**What you are asked to do**
In the records below, find the line that contains "display:grid; place-items:center; width:45px;" and the line that contains "position:absolute; width:55px; margin:-28px;". Set down exactly those lines and every line between them, and nothing more.

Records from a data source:

***

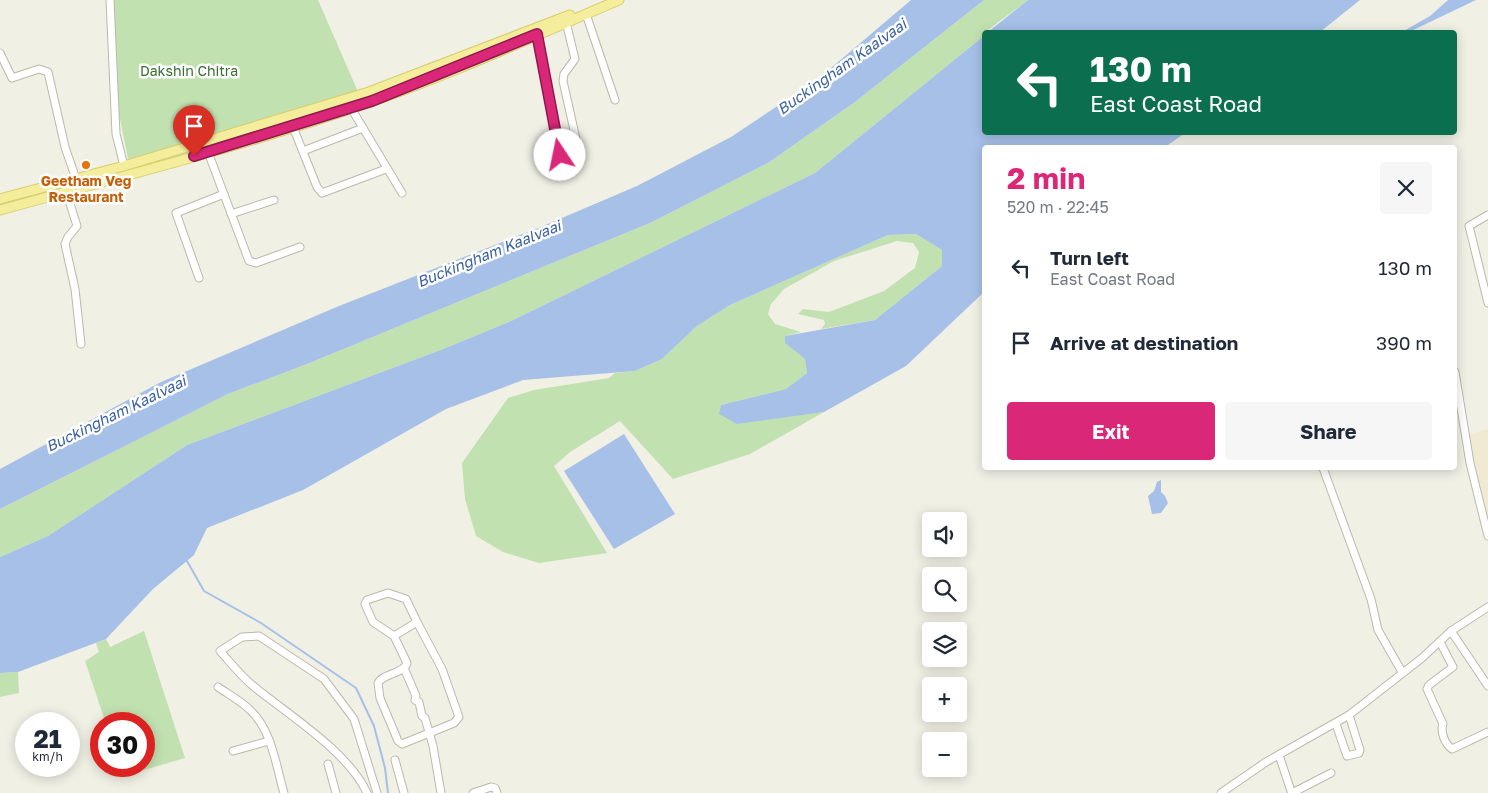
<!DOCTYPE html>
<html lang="en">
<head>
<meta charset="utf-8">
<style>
	:root { --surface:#fff; --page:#f6f6f7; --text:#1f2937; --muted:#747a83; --accent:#db2777 }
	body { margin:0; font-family:"Golos Text",sans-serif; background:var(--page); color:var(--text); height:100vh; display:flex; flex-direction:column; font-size:19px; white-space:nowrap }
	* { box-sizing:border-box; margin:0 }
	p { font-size:16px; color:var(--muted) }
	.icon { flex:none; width:28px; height:28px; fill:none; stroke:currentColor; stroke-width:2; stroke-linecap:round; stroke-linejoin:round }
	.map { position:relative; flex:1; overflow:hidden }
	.panel { position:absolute; left:982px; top:145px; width:475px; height:325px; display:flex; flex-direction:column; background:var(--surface); border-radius:5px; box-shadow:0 2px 12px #0003 }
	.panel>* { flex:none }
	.hud { position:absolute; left:982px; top:30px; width:475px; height:105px; border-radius:5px; box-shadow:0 2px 12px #0003; background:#0b6e4f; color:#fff; overflow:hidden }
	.controls { position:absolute; left:922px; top:512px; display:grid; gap:10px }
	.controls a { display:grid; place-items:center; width:45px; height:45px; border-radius:5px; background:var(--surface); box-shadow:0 2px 12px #0003; font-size:25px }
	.speed { position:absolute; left:15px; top:712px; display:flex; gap:10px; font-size:25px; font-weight:700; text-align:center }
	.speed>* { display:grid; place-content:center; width:65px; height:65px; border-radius:50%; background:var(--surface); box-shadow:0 2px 12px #0003; line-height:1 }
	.speed small { font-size:12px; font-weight:400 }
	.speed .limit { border:8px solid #d22; background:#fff; color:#111 }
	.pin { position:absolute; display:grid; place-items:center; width:42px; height:42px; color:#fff; margin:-51px -21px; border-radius:50% 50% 50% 0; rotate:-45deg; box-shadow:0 0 5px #0007 }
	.pin .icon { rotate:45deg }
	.me { position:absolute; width:55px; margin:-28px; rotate:349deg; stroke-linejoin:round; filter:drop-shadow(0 0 4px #0008) }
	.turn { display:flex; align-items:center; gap:18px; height:105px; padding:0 25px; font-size:22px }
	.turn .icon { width:65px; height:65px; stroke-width:2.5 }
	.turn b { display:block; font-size:35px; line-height:42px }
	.round { display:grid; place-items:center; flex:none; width:52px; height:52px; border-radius:5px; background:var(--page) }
	.overview { display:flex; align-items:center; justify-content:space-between; height:85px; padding:0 25px }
	h1 { font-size:30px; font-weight:700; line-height:38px; color:var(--accent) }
	.button { display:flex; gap:10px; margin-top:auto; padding:10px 25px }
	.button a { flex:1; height:58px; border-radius:5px; background:var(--accent); color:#fff; font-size:20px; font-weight:700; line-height:58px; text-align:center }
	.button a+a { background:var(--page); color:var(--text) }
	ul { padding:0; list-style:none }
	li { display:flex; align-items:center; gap:15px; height:75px; padding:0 25px }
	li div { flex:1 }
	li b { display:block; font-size:19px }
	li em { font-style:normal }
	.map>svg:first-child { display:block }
	.commercial { fill:#f1ead2 }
	.green { fill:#c2e1b1 }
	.water { fill:#a7c0e8 }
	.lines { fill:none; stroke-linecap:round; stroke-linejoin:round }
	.stream { stroke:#a7c0e8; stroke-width:2 }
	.minor-casing { stroke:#bbb9a9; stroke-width:9 }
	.major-casing { stroke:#d7cd6d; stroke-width:11 }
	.minor { stroke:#fff; stroke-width:7 }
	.major { stroke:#f4ed9b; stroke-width:9 }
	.route-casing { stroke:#8e194d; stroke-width:12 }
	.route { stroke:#db2777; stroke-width:9 }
	.food-dot { fill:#e8710a; stroke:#fff; stroke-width:2 }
	.labels { text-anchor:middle; stroke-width:5; stroke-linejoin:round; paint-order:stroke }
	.park-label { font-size:14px; fill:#3a6e2f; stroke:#fff }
	.food-label { font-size:14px; font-weight:bold; fill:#c56008; stroke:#fff }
	.water-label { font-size:15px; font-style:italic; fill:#3a61a3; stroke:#fff }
</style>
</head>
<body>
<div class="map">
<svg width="1488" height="793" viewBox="0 0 1488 793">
	<rect width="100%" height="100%" fill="#f1f0e5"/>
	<polygon class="commercial" points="1488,429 1488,522 1469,435"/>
	<g class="green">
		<polygon points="113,0 318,0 359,94 210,138 128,159 119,114"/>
		<polygon points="984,0 1028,0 985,32 985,35 815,173 511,321 443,349 187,445 48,536 0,557 0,509 228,394 307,364 650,223 768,163 855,102"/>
		<polygon points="916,234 943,250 942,266 875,320 821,329 825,324 824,320 798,314 803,309 829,312 884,291 915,268 919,252 913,243 897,241 834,261 784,289 771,304 768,314 775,324 801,332 785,336 805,359 807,373 786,389 721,405 788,416 824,412 750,454 673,479 620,421 570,452 554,466 607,553 539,563 503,552 476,536 465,499 462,463 508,398 534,390 609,378 615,373 635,371 662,359 697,326 730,305 888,235"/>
		<polygon points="144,631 185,758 124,776 121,766 144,766 144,724 106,724 85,661 99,652 96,643 106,639 110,647"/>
		<polygon points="18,672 19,693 0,697 0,673"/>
	</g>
	<g class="water">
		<polygon points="911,0 984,0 855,102 768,163 650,223 307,364 228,394 0,509 0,469 161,382 339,306 543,226 637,186 731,137 818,79"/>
		<polygon points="1028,0 1360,0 1320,32 988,32"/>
		<polygon points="1448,0 1476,0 1409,32 1402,32 1430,16"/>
		<polygon points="985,35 985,132 1185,133 1165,147 985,148 985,291 906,366 824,412 737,424 719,414 721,405 786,389 807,373 805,359 785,343 785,336 875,320 942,266 942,250 916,234 888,235 730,305 697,326 662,359 635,371 523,380 446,409 303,490 207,528 194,555 153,589 106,639 18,672 0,673 0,557 48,536 187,445 443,349 511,321 815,173"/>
		<polygon points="624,434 675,514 614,549 564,471"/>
		<polygon points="1161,480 1161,492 1165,496 1168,503 1161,513 1152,514 1148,496 1154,491 1157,482"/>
	</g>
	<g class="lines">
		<polyline class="stream" points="187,561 204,591 261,623 356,688 374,726 385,768 388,793"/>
		<defs>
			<g id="minor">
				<polyline points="110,0 116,134 124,166"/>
				<polyline points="586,14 615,100"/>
				<polyline points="566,22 575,59 564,74 563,81 578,148"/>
				<polyline points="537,35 560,155"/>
				<polyline points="0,53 12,78 39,69 48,72 65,147 76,179"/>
				<polyline points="351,108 402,193"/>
				<polyline points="293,127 317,187 322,193 386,169"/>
				<polyline points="303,151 363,128"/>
				<polyline points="208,152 249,261 256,263 300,247"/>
				<polyline points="66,191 77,226 68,237 65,244 75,289 81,344"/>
				<polyline points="231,214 274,200"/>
				<polyline points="1488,215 1469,226 1488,303"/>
				<polyline points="199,278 176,213 224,194"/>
				<polyline points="1455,372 1470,463 1488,536"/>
				<polyline points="1323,468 1371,599 1378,630 1402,672"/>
				<polyline points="1451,631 1488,686"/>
				<path d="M394 636 417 622 406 599 388 593 367 600 365 604 373 622 394 636 407 663C404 674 383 673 378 683L380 698 398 741 402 744 454 723 459 717 442 669 417 622"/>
				<path d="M1440 642 1453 667 1429 685 1427 689 1443 724C1440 732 1445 744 1452 749L1488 732"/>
				<polyline points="404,668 416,696 415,700 419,702 422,716 425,718 433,746 441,793"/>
				<path d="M218 687C228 694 241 701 250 710 272 730 276 766 284 793"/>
				<polyline points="1336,724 1347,756 1359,753 1360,750 1349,715"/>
				<polyline points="233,751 269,741"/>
				<polyline points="1279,755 1291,791 1294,792 1331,773"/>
				<polyline points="395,760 404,793"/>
				<polyline points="328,764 336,793"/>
				<path d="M367 793C348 751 287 714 252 685 240 675 230 662 220 651L242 637 259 636 324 679 354 719 377 793"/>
				<polyline points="473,793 491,787 495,788 497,793"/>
				<polyline points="1221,793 1266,762 1349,715 1422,658 1451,631 1488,607"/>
			</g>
			<g id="major">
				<polyline points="0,199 124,166 369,92 570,15"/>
				<path d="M0 210C123 176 247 145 367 103 453 74 536 35 619 0"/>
			</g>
		</defs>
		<use href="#minor" class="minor-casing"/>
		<use href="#major" class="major-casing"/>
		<use href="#minor" class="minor"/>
		<use href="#major" class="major"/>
	</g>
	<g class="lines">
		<defs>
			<polyline id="route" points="194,156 372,101 537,34 560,155"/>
		</defs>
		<use href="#route" class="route-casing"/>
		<use href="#route" class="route"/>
	</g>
	<circle class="food-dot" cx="86" cy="165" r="5"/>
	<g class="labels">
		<g class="park-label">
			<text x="189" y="76">Dakshin Chitra</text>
		</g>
		<g class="food-label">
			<text x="86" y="186">Geetham Veg<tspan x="86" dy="16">Restaurant</tspan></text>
		</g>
		<g class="water-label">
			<text transform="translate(842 67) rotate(-35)" y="5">Buckingham Kaalvaai</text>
			<text transform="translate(489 254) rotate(-22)" y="5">Buckingham Kaalvaai</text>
			<text transform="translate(116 414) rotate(-26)" y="5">Buckingham Kaalvaai</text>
		</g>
	</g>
</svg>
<div class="controls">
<a><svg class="icon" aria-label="sound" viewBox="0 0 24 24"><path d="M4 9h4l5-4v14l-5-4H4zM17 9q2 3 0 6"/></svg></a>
<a><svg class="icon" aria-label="search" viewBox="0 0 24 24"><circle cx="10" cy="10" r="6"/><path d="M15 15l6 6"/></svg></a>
<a><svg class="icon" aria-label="layers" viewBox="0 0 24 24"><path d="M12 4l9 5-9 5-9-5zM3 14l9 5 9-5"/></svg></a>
<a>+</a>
<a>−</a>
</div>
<div class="speed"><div>21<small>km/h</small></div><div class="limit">30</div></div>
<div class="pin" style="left:194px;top:156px;background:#d93025"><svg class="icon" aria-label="arrive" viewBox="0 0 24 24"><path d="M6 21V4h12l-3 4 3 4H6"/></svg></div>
<svg class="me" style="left:560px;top:155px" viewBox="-20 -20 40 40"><circle r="19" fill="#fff"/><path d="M0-13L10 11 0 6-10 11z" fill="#db2777"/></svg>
<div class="hud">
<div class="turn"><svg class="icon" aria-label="left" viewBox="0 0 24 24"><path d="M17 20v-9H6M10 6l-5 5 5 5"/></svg><div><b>130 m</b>East Coast Road</div></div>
</div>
<section class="panel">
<div class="overview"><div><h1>2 min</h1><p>520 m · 22:45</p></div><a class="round"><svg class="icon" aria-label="close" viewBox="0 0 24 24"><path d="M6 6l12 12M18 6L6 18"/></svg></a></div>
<ul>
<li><svg class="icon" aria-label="left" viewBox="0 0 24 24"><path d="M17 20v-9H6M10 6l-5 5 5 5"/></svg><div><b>Turn left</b><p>East Coast Road</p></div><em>130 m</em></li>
<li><svg class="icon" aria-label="arrive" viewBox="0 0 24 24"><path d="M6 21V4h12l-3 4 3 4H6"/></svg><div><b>Arrive at destination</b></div><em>390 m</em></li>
</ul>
<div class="button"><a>Exit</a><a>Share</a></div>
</section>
</div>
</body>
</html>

***

**Solved problem**
	.controls a { display:grid; place-items:center; width:45px; height:45px; border-radius:5px; background:var(--surface); box-shadow:0 2px 12px #0003; font-size:25px }
	.speed { position:absolute; left:15px; top:712px; display:flex; gap:10px; font-size:25px; font-weight:700; text-align:center }
	.speed>* { display:grid; place-content:center; width:65px; height:65px; border-radius:50%; background:var(--surface); box-shadow:0 2px 12px #0003; line-height:1 }
	.speed small { font-size:12px; font-weight:400 }
	.speed .limit { border:8px solid #d22; background:#fff; color:#111 }
	.pin { position:absolute; display:grid; place-items:center; width:42px; height:42px; color:#fff; margin:-51px -21px; border-radius:50% 50% 50% 0; rotate:-45deg; box-shadow:0 0 5px #0007 }
	.pin .icon { rotate:45deg }
	.me { position:absolute; width:55px; margin:-28px; rotate:349deg; stroke-linejoin:round; filter:drop-shadow(0 0 4px #0008) }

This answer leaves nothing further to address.